(WORKING DATA)

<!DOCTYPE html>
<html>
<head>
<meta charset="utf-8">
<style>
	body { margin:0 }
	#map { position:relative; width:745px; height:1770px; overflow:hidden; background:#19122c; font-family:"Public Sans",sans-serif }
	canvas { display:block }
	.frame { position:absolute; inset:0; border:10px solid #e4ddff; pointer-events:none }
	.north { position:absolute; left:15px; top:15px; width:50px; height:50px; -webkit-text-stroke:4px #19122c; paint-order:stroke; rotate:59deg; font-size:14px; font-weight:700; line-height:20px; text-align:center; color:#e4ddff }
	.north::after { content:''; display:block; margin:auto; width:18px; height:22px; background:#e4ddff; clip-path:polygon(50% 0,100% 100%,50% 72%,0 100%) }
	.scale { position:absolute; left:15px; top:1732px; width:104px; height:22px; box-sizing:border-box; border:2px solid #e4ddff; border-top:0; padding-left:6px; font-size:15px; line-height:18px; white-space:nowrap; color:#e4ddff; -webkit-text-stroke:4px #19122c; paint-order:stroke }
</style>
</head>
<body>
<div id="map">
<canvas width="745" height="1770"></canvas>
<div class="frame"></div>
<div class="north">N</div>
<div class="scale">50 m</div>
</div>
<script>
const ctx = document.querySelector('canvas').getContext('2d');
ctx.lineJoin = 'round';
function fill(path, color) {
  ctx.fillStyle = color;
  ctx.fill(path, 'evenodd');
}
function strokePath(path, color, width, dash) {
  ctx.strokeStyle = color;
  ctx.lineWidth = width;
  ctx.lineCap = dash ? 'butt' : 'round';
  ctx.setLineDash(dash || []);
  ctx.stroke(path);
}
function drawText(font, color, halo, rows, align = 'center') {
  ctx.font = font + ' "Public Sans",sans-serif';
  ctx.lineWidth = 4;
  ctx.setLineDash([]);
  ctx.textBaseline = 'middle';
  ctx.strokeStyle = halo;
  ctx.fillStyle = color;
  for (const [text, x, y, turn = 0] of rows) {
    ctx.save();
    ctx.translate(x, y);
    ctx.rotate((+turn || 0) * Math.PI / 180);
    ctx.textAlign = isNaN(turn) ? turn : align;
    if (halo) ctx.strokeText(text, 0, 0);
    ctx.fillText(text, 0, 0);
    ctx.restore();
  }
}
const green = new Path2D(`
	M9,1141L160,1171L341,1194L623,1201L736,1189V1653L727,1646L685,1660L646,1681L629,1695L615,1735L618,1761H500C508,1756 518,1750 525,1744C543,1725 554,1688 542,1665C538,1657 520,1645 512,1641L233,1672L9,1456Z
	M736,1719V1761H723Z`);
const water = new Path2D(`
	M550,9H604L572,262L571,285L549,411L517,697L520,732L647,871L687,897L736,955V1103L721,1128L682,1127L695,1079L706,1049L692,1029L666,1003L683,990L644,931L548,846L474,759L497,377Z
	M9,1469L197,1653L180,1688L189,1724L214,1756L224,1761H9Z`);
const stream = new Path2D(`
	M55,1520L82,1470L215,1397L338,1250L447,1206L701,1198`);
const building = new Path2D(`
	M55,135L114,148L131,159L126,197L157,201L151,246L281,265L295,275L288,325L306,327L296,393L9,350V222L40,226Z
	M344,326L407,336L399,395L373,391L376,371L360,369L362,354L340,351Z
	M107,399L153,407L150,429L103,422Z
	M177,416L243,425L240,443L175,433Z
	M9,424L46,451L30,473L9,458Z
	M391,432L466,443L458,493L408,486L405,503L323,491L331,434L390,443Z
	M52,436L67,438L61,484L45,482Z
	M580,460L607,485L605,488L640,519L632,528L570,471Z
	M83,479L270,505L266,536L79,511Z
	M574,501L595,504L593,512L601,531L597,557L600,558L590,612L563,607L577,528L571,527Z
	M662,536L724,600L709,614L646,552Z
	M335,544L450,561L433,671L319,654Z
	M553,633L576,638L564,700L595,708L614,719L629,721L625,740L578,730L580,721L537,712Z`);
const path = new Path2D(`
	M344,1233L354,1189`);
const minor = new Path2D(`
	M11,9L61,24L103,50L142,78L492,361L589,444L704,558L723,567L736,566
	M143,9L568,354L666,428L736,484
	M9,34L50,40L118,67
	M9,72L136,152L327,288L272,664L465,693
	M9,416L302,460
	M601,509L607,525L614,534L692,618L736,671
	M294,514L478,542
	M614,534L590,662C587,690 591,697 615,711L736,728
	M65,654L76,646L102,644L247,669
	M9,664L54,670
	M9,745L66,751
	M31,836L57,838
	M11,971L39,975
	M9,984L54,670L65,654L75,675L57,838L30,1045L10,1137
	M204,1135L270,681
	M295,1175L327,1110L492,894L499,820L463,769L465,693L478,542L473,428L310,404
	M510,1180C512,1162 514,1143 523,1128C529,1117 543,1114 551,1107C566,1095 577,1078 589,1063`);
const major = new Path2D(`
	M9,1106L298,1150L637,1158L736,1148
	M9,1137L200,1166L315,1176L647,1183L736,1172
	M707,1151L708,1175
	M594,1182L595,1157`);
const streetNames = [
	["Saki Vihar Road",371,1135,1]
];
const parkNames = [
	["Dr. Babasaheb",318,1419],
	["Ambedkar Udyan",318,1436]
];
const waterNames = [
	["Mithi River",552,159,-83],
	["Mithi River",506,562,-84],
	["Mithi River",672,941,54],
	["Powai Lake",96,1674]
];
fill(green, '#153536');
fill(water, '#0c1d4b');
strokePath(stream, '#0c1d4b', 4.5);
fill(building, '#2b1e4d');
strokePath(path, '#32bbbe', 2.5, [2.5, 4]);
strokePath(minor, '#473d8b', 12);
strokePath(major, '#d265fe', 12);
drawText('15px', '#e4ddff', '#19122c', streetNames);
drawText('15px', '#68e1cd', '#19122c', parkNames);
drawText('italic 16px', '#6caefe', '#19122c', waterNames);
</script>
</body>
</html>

(End WORKING DATA)

ASSIGNMENT ▸ Scan the records above and report every line with the string "scale".

WRITTEN SOLUTION ▸
	.scale { position:absolute; left:15px; top:1732px; width:104px; height:22px; box-sizing:border-box; border:2px solid #e4ddff; border-top:0; padding-left:6px; font-size:15px; line-height:18px; white-space:nowrap; color:#e4ddff; -webkit-text-stroke:4px #19122c; paint-order:stroke }
<div class="scale">50 m</div>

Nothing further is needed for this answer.